* **What you are asked to do**
Show all the lines in the data below that include the word "column".

§

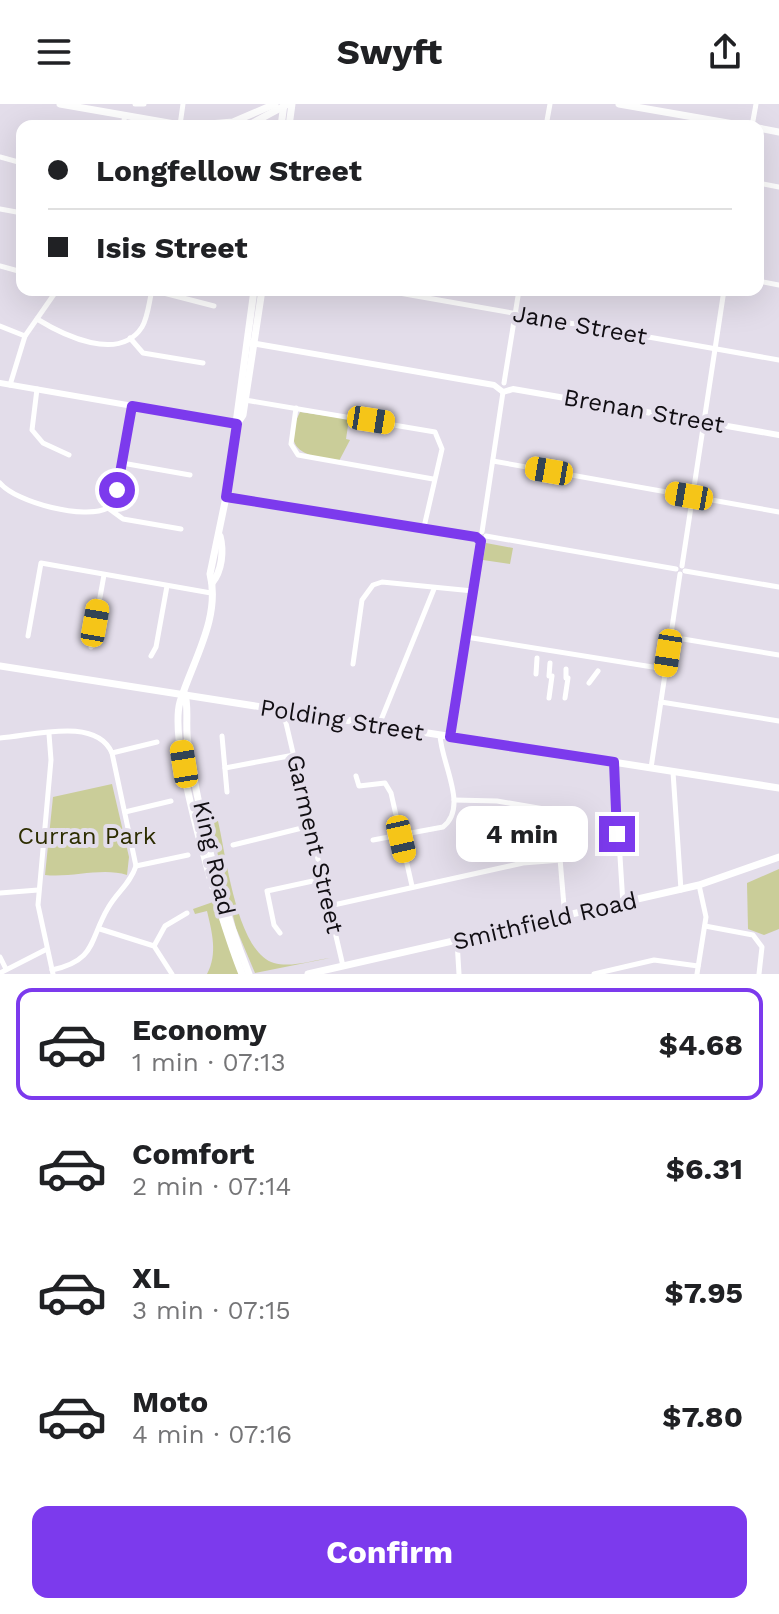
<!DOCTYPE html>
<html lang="en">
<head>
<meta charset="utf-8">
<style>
	:root { --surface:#fff; --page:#f2f2f2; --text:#202124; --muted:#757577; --line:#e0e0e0; --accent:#7c3aed }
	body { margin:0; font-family:"Work Sans",sans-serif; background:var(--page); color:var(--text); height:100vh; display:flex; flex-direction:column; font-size:30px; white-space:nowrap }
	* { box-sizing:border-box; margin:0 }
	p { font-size:26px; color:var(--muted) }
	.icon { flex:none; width:44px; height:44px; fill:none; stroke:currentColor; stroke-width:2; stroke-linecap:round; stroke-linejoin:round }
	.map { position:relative; height:870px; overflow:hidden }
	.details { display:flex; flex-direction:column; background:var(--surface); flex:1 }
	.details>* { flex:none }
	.banner { position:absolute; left:16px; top:16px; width:748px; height:176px; border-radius:16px; box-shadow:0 8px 32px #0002; display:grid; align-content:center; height:176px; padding:0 32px; background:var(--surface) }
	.end { position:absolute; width:36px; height:36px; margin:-18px; border:10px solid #7c3aed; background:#fff; box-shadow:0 0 0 4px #fff }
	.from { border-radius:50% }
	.bubble { position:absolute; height:56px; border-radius:16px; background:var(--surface); box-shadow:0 8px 32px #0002; font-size:26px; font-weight:700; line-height:56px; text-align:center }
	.car { position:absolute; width:24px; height:48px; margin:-24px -12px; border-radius:10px; box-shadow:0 0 6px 2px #0007; background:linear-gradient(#f5c518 24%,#345 0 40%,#f5c518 0 76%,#345 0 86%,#f5c518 0) }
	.banner b { display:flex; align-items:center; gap:28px; height:76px; font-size:30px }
	.banner b+b { border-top:2px solid var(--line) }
	.banner i { width:20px; height:20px; background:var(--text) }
	ul { padding:14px 0 0; list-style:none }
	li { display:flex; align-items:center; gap:24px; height:112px; margin:0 16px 12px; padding:0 16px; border:4px solid transparent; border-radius:16px }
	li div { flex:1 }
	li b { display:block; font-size:30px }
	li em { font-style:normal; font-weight:700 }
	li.current { border-color:var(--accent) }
	li>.icon { width:72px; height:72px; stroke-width:1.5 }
	.action { display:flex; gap:16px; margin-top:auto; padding:16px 32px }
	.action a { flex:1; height:92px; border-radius:16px; background:var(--accent); color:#fff; font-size:32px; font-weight:700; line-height:92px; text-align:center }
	header { display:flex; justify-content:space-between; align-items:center; height:104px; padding:0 32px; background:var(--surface); font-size:36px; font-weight:700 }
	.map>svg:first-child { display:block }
	.green { fill:#cacd99 }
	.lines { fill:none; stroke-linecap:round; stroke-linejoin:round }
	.minor { stroke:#fff; stroke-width:5 }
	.tertiary { stroke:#fff; stroke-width:6 }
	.secondary { stroke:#fff; stroke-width:7 }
	.route { stroke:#7c3aed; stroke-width:10 }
	.labels { text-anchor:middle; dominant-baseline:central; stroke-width:8; stroke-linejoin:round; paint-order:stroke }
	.street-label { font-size:24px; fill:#110e13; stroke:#e3ddea }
	.park-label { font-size:24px; fill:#2d2d01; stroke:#e3ddea }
</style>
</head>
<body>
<header><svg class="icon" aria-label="menu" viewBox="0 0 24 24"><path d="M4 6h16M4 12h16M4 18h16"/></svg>Swyft<svg class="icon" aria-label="share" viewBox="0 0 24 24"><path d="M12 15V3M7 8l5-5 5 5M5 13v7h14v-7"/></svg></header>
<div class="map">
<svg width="779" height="870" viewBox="0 0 779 870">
	<rect width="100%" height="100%" fill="#e3ddea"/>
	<g class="green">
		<path d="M300 308 349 315 346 335 350 336 339 357C307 352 280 348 300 308Z"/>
		<polygon points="486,439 513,444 510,460 483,456"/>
		<path d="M112 680 129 753 127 771C102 763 72 774 45 771L53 693Z"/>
		<path d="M218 717C226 751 237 849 274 859 291 864 313 856 330 854L255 869 236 824 210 719Z"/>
		<polygon points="779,765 779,825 764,831 748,825 747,779"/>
		<path d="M213 798 240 870H207C218 850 212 828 207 807L195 810 193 805Z"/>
	</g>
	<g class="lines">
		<g class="minor">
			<polyline points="135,0 144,0"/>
			<polyline points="180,21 183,0"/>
			<polyline points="123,22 125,11"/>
			<polyline points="546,22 550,0"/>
			<polyline points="752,22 756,0"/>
			<polyline points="0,53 22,59"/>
			<polyline points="758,79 779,83"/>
			<polyline points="0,105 22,109"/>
			<polyline points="0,162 22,168"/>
			<polyline points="758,177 779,181"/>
			<polyline points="382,186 779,256"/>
			<path d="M37 215C63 231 119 259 142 223 148 213 149 198 152 186L214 202"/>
			<polyline points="0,222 25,232"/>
			<polyline points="130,234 143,249 203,259"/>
			<polyline points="504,279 519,186"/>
			<polyline points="10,281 25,232 57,186"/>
			<polyline points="37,285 32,326 43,339 69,351"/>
			<polyline points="245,296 435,328 442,345 424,423"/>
			<polyline points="296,304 291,340 298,351 433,375"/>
			<polyline points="493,357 779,408"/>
			<polyline points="122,359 190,371"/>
			<path d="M0 379C17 399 85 416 108 404L117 386 132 302"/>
			<polyline points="226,393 476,433"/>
			<polyline points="108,404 123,415 181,425"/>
			<polyline points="482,428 503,288"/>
			<polyline points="486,432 676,465"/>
			<polyline points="682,462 724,186"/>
			<polyline points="685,467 779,483"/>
			<polyline points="28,532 41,459 211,489"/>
			<polyline points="466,533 665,565"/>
			<polyline points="671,533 779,551"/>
			<polyline points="91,543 104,471"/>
			<polyline points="151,552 156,543 167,482"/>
			<polyline points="353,560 362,496 373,481 382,478 473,487"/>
			<polyline points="536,570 537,554"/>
			<polyline points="549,572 550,559"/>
			<polyline points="566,574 566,565"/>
			<polyline points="589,579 598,567"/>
			<polyline points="549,594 552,572"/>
			<polyline points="565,594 568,574"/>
			<polyline points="661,598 779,617"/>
			<polyline points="277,605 286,619 343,862"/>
			<polyline points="379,621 434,485"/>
			<polyline points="49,630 51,656 38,801 53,870"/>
			<polyline points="222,632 227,688"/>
			<polyline points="450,633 481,437"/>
			<path d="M0 634C32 632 96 612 112 649L136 762C130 780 117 788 108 804 89 836 97 856 52 866"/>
			<polyline points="112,649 157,638"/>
			<polyline points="614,658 623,800"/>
			<polyline points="225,664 294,651"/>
			<polyline points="651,664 680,470"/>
			<polyline points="673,668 681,786"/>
			<polyline points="356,672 359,682 385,679 391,689 412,782"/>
			<polyline points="454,696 497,697 556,707 565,814"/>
			<polyline points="125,708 171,697"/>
			<path d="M373 736 443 723C469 703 441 659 440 631"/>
			<polyline points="233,741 310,722"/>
			<polyline points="136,762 188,751"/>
			<polyline points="0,789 38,786"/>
			<polyline points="329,802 523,759 561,756"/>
			<polyline points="705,822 753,831 762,843 759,870"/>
			<polyline points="100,825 154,842 172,870"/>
			<polyline points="280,829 274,821 267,787 322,775"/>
			<polyline points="457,837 459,870"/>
			<polyline points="154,842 165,822 187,809"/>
			<polyline points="0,853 6,865"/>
			<polyline points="0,869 47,845"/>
			<polyline points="594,870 654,856 698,862"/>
			<polyline points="697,870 706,813 699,781"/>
		</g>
		<g class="tertiary">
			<polyline points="251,239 494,281 503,288 513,285 779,331"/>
			<polyline points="0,279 237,320"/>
		</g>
		<g class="secondary">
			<polyline points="60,0 186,22"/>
			<polyline points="619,0 745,22"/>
			<polyline points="185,22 233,18 275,0"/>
			<polyline points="247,22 288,0"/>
			<polyline points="281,22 284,0"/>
			<polyline points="289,22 292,0"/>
			<polyline points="758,24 779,28"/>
			<polyline points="237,320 243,311 262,186"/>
			<path d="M212 479C222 467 224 447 220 432"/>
			<polyline points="0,562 779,684"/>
			<path d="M185 590C189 605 185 622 188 639 200 716 220 797 249 870"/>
			<path d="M242 870C223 823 167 644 180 598 192 558 221 514 210 470L226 393 254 186"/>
			<polyline points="308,870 699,781 779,753"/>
		</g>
	</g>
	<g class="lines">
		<polyline class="route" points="117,386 132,302 237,320 226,393 476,433 481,437 450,633 614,658 617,730"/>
	</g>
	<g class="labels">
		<g class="street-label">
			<text transform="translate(580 221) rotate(10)">Jane Street</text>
			<text transform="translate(644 307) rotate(10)">Brenan Street</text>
			<text transform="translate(342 616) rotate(9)">Polding Street</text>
			<text transform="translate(315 740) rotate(77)">Garment Street</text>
			<text transform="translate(214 754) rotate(77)">King Road</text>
			<text transform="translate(545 817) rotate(-13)">Smithfield Road</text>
		</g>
		<g class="park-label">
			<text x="87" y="732">Curran Park</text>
		</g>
	</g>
</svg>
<i class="end from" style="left:117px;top:386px"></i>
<i class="end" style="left:617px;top:730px"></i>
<div class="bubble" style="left:456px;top:702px;width:132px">4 min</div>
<i class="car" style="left:371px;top:316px;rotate:99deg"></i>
<i class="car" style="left:549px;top:367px;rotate:280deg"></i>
<i class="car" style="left:689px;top:392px;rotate:280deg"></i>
<i class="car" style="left:95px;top:519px;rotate:10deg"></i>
<i class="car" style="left:668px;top:549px;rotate:189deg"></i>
<i class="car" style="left:184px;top:660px;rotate:351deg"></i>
<i class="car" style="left:401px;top:735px;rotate:167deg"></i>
<div class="banner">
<b><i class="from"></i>Longfellow Street</b>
<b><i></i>Isis Street</b>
</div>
</div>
<section class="details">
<ul>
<li class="current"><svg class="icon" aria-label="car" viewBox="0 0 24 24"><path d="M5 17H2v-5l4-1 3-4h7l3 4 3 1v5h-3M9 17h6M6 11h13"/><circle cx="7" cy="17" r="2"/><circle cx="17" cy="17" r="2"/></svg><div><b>Economy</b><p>1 min · 07:13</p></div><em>$4.68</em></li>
<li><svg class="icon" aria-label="car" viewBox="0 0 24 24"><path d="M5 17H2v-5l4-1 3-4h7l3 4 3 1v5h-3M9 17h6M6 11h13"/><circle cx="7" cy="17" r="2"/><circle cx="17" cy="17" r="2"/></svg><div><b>Comfort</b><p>2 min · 07:14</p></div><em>$6.31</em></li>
<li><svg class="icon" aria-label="car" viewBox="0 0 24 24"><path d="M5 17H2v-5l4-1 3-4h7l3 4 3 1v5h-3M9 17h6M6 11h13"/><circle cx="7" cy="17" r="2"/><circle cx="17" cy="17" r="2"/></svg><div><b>XL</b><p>3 min · 07:15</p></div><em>$7.95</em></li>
<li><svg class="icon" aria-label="car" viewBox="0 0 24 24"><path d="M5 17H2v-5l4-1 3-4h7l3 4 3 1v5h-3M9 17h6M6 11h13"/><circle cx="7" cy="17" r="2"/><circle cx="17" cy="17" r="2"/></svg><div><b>Moto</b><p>4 min · 07:16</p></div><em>$7.80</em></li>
</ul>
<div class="action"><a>Confirm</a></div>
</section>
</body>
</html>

§

* **Finished exercise**
	body { margin:0; font-family:"Work Sans",sans-serif; background:var(--page); color:var(--text); height:100vh; display:flex; flex-direction:column; font-size:30px; white-space:nowrap }
	.details { display:flex; flex-direction:column; background:var(--surface); flex:1 }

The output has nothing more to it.